Si la catégorisation d’un phénomène comme “nouveau” est un principe récurrent de production de l’information, lorsque ce principe concerne le traitement des mouvements sociaux et des mobilisations, il a aussi pour effet d’effacer l’histoire des luttes. Il est ainsi courant que des féministes se voient qualifier de “nouvelles” quand bien même elles se présentent comme des héritières des luttes antérieures. Historiquement inséparables des luttes féministes, les études de genre, qui se développent depuis quarante ans en France, ont été affectées du même coefficient de nouveauté en 2010, lorsque Sciences Po a lancé un programme de recherche et d’enseignement des savoirs sur le genre. Cet article revient sur le traitement médiatique de ce programme et rappelle la façon dont les études de genre ont peu à peu forcé les portes de l’université au cours de ces quarante dernières années.

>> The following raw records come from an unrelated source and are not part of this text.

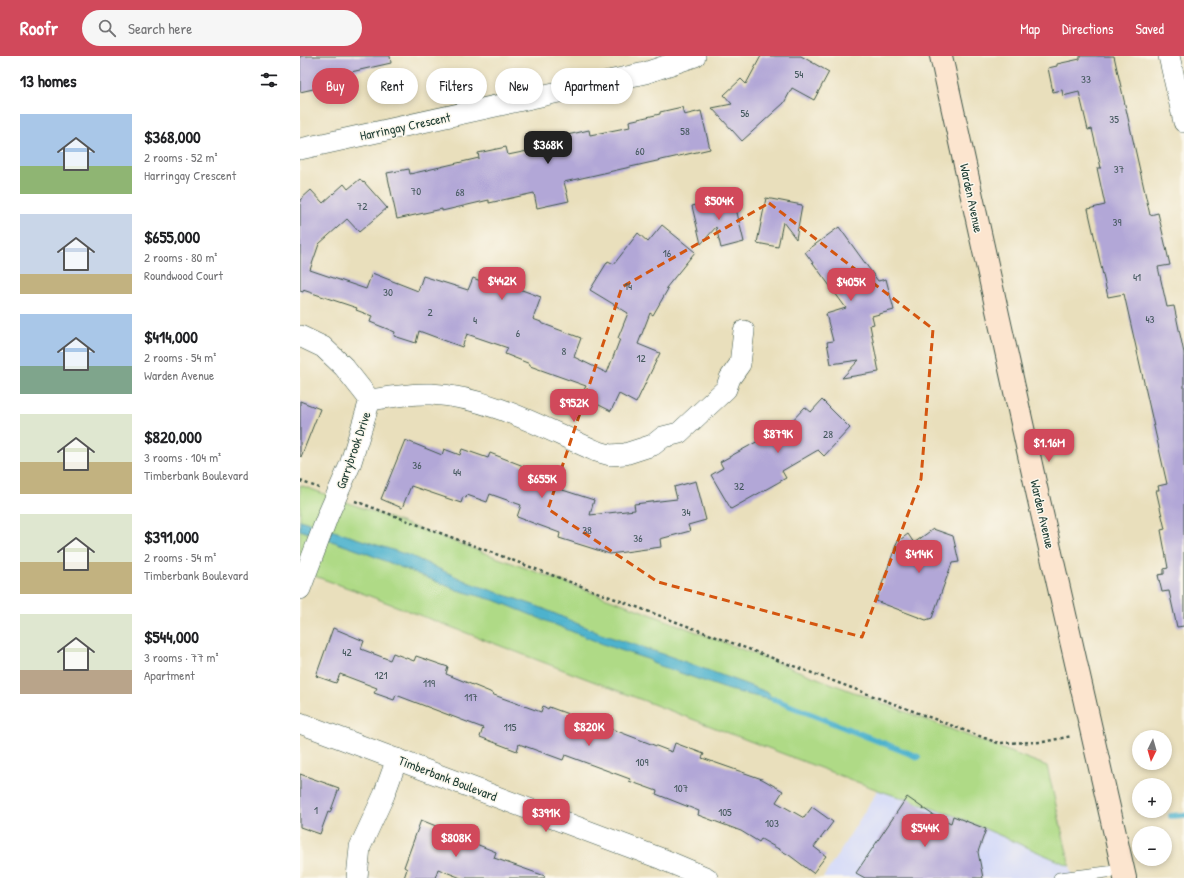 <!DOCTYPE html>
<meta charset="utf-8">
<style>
:root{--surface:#fff;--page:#f6f6f6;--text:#202124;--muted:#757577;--accent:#d1495b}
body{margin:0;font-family:"Patrick Hand",sans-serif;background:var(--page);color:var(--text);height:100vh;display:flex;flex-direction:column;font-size:15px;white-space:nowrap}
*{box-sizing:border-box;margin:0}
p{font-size:13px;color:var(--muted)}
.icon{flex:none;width:22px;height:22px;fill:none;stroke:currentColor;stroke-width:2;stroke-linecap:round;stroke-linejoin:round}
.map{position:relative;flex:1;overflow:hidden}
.drawer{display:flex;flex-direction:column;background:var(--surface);width:300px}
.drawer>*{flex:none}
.top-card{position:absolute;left:12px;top:12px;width:380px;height:36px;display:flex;gap:8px}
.needle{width:26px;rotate:185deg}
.controls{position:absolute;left:832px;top:674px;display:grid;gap:8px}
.controls a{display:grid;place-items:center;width:40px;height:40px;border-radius:50%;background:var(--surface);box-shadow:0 2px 6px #0003;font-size:20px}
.price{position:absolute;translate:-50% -34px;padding:0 9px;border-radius:8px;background:var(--accent);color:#fff;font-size:13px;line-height:26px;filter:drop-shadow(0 1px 2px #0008)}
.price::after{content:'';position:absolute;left:50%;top:24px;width:12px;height:9px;margin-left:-6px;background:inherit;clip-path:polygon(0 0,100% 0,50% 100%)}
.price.on{background:#222;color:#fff}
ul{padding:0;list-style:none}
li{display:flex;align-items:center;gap:12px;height:100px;padding:0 20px}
li span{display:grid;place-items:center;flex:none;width:112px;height:80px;border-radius:0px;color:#555}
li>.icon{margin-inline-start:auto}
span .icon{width:48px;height:48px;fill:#fffc;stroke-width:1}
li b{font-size:17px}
h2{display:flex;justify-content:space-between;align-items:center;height:48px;padding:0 20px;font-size:17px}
.pill{padding:0 14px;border-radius:18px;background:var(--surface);box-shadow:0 2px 6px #0003;font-size:14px;line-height:36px}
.pill.on{background:var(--accent);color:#fff}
header{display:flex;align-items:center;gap:24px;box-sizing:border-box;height:56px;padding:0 20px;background:var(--accent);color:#fff}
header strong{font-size:19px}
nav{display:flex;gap:22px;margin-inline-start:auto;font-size:14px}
.search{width:280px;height:36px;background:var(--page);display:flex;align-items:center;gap:10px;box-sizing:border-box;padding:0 14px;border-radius:22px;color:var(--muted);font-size:15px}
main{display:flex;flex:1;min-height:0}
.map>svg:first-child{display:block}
.built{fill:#d3d9f9}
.green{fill:#afda86;stroke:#678c5d}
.water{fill:#4eb2cd;stroke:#367880}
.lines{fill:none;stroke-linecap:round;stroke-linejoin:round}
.stream{stroke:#4eb2cd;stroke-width:6}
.building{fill:#b2a7d7}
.lane-casing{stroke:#3d5548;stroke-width:12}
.street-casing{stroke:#3d5548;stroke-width:22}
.secondary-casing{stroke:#3d5548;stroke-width:24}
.path{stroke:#3d5548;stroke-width:2.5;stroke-dasharray:3 3;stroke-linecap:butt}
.lane{stroke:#fff;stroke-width:11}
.street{stroke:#fff;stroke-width:21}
.secondary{stroke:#fce5cf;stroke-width:22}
.marked{fill:none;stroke:#d45610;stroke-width:3;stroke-dasharray:8 5;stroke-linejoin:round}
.labels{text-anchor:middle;stroke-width:3;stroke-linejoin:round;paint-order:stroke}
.number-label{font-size:11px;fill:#44585d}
.street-label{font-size:13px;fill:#1f3d34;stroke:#fbf7ec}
</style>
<header>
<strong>Roofr</strong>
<div class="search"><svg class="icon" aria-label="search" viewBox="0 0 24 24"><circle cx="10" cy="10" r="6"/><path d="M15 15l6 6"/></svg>Search here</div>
<nav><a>Map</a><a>Directions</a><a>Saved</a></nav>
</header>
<main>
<section class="drawer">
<h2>13 homes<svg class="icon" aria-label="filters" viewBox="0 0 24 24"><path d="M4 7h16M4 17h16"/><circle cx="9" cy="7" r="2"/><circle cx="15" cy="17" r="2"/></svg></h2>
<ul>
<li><span style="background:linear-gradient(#a9c7e8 65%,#8fb573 0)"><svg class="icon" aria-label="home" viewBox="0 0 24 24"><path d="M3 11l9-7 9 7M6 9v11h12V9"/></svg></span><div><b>$368,000</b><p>2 rooms · 52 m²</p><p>Harringay Crescent</p></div></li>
<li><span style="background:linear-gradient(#c9d6e8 75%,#c2b280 0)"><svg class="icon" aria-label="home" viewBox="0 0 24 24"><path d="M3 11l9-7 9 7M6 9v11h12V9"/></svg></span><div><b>$655,000</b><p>2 rooms · 80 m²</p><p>Roundwood Court</p></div></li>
<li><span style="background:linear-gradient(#a9c7e8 65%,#7fa58c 0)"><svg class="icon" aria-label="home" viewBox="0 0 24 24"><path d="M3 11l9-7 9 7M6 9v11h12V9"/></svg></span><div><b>$414,000</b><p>2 rooms · 54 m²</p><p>Warden Avenue</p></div></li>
<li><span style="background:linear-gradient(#dfe7d0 60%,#c2b280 0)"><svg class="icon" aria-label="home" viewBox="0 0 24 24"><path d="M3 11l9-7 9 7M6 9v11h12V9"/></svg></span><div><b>$820,000</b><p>3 rooms · 104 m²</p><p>Timberbank Boulevard</p></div></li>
<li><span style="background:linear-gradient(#dfe7d0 60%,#c2b280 0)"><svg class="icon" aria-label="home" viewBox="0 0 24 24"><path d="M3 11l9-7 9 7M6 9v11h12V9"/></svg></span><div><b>$391,000</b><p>2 rooms · 54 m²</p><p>Timberbank Boulevard</p></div></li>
<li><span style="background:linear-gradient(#dfe7d0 70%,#b9a48a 0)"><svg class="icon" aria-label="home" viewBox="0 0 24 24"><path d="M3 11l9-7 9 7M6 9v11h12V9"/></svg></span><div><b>$544,000</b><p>3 rooms · 77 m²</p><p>Apartment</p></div></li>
</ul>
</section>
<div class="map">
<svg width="884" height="822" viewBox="0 0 884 822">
<rect width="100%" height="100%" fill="#fbf7ec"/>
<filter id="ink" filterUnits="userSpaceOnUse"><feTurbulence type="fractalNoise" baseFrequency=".025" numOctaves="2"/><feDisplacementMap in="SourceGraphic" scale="8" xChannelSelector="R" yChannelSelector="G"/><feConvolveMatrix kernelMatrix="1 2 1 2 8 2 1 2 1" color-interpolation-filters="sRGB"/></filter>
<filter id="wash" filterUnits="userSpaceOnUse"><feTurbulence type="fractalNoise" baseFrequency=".012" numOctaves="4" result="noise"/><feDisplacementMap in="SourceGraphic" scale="16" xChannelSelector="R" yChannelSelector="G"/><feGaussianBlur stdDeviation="0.9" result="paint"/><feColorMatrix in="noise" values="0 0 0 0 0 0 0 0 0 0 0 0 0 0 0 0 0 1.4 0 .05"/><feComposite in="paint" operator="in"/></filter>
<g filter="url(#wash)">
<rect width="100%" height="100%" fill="#e9dfbc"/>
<polygon class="built" points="578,734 658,761 770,810 773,822 523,822"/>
<polygon class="green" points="0,429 334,552 747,710 770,810 658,761 578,734 54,534 0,515"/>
<polygon class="water" points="0,464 111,500 170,527 242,552 301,578 369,600 467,636 473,643 471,644 429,634 352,607 350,604 305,589 197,545 157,534 63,496 0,474"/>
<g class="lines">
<g class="stream">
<polyline points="473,643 618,701"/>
<polyline points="871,760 884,759"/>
</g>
</g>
<g id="blocks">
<g class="building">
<polygon points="0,0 90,0 91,7 51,16 53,24 0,36"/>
<polygon points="461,0 501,0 529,16 514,44 492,32 484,47 442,85 412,52 432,48 424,39 441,23 446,28"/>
<polygon points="780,0 814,0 850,159 858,157 870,209 858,211 867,251 874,250 884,297 884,570 877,571 869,535 862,536 858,519 864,518 864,513 868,512 861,474 865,473 856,434 859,434 858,430 867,428 824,238 808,241 788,153 805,149 797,112 801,112 792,73 788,74 779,36 763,40 762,34 753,36 748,12 757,10 757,8 780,3"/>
<polygon points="382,51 384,59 401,55 410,93 264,126 269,145 237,152 234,137 189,147 189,144 142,155 142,153 97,163 87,117 109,113 110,118 179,102 178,97 206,91 208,99 242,92 240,83 262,78 263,80 289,74 290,79 330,71 329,65 360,58 360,56"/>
<polygon points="60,123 63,127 64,126 87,152 59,176 47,163 19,188 10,214 66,233 72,217 118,235 123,220 168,234 173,222 209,236 211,230 241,241 233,263 241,266 241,267 281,282 274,301 307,317 320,283 318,282 328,257 290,234 308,205 314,208 338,177 348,186 362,169 395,196 366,232 368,233 353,259 350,257 338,288 360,297 336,347 319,338 311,355 281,340 286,330 230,310 230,308 205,298 208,292 167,278 162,291 119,275 116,287 94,280 95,276 70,266 72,260 56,254 57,252 3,234 3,236 0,235 0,144 11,134 23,147 44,128 48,133"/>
<polygon points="433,140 444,186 421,192 416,171 401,188 392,150"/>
<polygon points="466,142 502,149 496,183 483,166 478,191 457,187"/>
<polygon points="539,171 578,225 586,223 594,254 572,260 574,268 570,269 579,316 542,322 559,304 531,308 527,286 533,285 526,258 546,252 505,196"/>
<polygon points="522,344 550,372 524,400 518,394 482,415 486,422 431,453 411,419 423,412 420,406 489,368 505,351 511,356"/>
<polygon points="0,345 20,353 1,401 0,400"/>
<polygon points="105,384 142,399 144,393 160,399 162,393 188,402 190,397 226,411 224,415 252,425 250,430 294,444 290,459 335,454 334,448 377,443 374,431 396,425 406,464 388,469 390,475 360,483 361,491 310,498 259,482 260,477 217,461 221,449 190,438 187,446 167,439 166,442 163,441 161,447 111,430 102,452 81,443"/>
<polygon points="633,473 653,480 659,506 652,507 632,562 626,564 576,545 597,486 608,478 614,487"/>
<polygon points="33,572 64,585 61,593 90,604 93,597 114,605 116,600 148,611 146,618 190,636 194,639 241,656 243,650 248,653 249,651 268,658 267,660 288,665 304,671 304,670 372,696 375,687 404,698 402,702 462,723 483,735 476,746 504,762 512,751 533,766 514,791 526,800 513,817 489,799 461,783 459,786 441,775 398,759 399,755 356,738 357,735 329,725 330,723 265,699 263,704 219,688 217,695 180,681 183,672 96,639 94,644 74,637 77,632 40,618 36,627 16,620"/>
<polygon points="0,718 39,732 30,757 28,756 20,778 0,771"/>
<polygon points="607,741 633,759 651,767 653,760 686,773 678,796 683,822 565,822 556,817"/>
<polygon points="121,764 141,772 141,774 196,796 194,802 245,820 244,822 161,822 138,813 135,822 104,822 107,813 104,811"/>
</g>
</g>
</g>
<g filter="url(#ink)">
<use href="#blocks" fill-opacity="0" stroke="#3d5548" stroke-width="1"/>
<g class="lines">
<g class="lane-casing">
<polyline id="lane" points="759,822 823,814"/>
</g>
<g class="street-casing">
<g id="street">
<polyline points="869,0 884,66"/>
<polyline points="0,93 345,17 395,0"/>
<polyline points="0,280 23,291 44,311 70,344 50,409 28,459 0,533"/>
<path d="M70,344C89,341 112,337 131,338C190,341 243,372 296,395L310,399L325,398L353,389L363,381L379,377L426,333L430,322L440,308L444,275"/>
<polyline points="0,667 362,803 407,822"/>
<polyline points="57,822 60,791 84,739 97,703"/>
</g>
</g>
<g class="secondary-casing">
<polyline id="secondary" points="641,0 738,440 825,822"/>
</g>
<g class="path">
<polyline points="0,425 19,432"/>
<polyline points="55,445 698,687 743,686 772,680"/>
</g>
<use href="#lane" class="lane"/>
<use href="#street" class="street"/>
<use href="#secondary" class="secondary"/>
</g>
</g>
<path class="marked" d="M469,147L633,273L621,423L562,581L358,526L248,453L322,231Z"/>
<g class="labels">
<g class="number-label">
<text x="499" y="22">54</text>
<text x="786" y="27">33</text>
<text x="445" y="61">56</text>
<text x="814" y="67">35</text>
<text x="385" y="79">58</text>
<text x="340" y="99">60</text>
<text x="819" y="117">37</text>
<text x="116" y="139">70</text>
<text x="160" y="140">68</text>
<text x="62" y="154">72</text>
<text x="817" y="170">39</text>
<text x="367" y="201">16</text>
<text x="837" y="225">41</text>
<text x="328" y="234">14</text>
<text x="88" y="240">30</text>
<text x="130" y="260">2</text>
<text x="850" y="267">43</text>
<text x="175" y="268">4</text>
<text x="218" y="281">6</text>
<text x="264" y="299">8</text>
<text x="341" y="306">12</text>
<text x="528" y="382">28</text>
<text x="117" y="413">36</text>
<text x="157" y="420">44</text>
<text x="439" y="434">32</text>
<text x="386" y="460">34</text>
<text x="287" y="478">38</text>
<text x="338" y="486">36</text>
<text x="47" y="600">42</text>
<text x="81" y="623">121</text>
<text x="129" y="631">119</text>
<text x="171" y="645">117</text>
<text x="210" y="675">115</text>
<text x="342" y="710">109</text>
<text x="381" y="736">107</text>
<text x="16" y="758">1</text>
<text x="425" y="760">105</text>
<text x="472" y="771">103</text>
</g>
<g class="street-label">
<text transform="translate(105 70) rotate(-12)" y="5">Harringay Crescent</text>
<text transform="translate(672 142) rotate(78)" y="5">Warden Avenue</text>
<text transform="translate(53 394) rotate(-71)" y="5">Garrybrook Drive</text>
<text transform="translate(743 458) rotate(77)" y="5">Warden Avenue</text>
<text transform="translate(148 722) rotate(21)" y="5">Timberbank Boulevard</text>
</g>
</g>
</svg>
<div class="controls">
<a><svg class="needle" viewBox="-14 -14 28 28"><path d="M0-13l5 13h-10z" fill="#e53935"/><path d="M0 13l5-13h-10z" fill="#757577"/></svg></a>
<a>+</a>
<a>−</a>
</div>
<b class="price on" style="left:248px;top:109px">$368K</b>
<b class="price" style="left:419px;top:165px">$504K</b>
<b class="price" style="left:202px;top:245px">$442K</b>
<b class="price" style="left:551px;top:246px">$405K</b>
<b class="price" style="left:274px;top:367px">$952K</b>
<b class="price" style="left:478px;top:398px">$879K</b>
<b class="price" style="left:749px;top:407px">$1.16M</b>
<b class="price" style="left:242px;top:443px">$655K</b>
<b class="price" style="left:619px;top:518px">$414K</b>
<b class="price" style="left:289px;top:691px">$820K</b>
<b class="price" style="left:246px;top:777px">$391K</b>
<b class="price" style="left:625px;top:792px">$544K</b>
<b class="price" style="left:156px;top:802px">$808K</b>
<div class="top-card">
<a class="pill on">Buy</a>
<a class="pill">Rent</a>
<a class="pill">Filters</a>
<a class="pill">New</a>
<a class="pill">Apartment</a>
</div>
</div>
</main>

Deux événements relatifs à l’histoire des luttes féministes en France ont bénéficié d’une certaine couverture médiatique tout au long de l’année 2010. D’un côté, la célébration des 40 ans du Mouvement de libération des femmes ; de l’autre la création à Sciences Po d’un “programme de recherche et d’enseignement des savoirs sur le genre”, intitulé Presage, annoncé publiquement au printemps et mis en œuvre en septembre 2010. Alors même que les débuts du MLF constituent aussi l’émergence des premiers enseignements sur le genre et les rapports sociaux de sexe en France, ces deux événements n’ont guère été mis en relation dans les médias. Plus étonnant, l’arrivée du genre à Sciences Po a été célébrée comme une nouveauté radicale en France, laquelle rattraperait ainsi son retard par rapport aux Etats-Unis. On apprenait par exemple que “quarante ans après leur naissance dans les pays anglo-saxons, les études sur le genre débarquent en France” (Libération, 26 mai 2010) ou qu’ “en réformant ses programmes, Sciences Po tente de rattraper un important retard intellectuel de l’Université Française car les études sur le genre (“gender studies”) se développent depuis trente ans sur les campus américains et canadiens” mais sont en France “indigentes” (Le Monde magazine, 9 octobre 2010) |1|.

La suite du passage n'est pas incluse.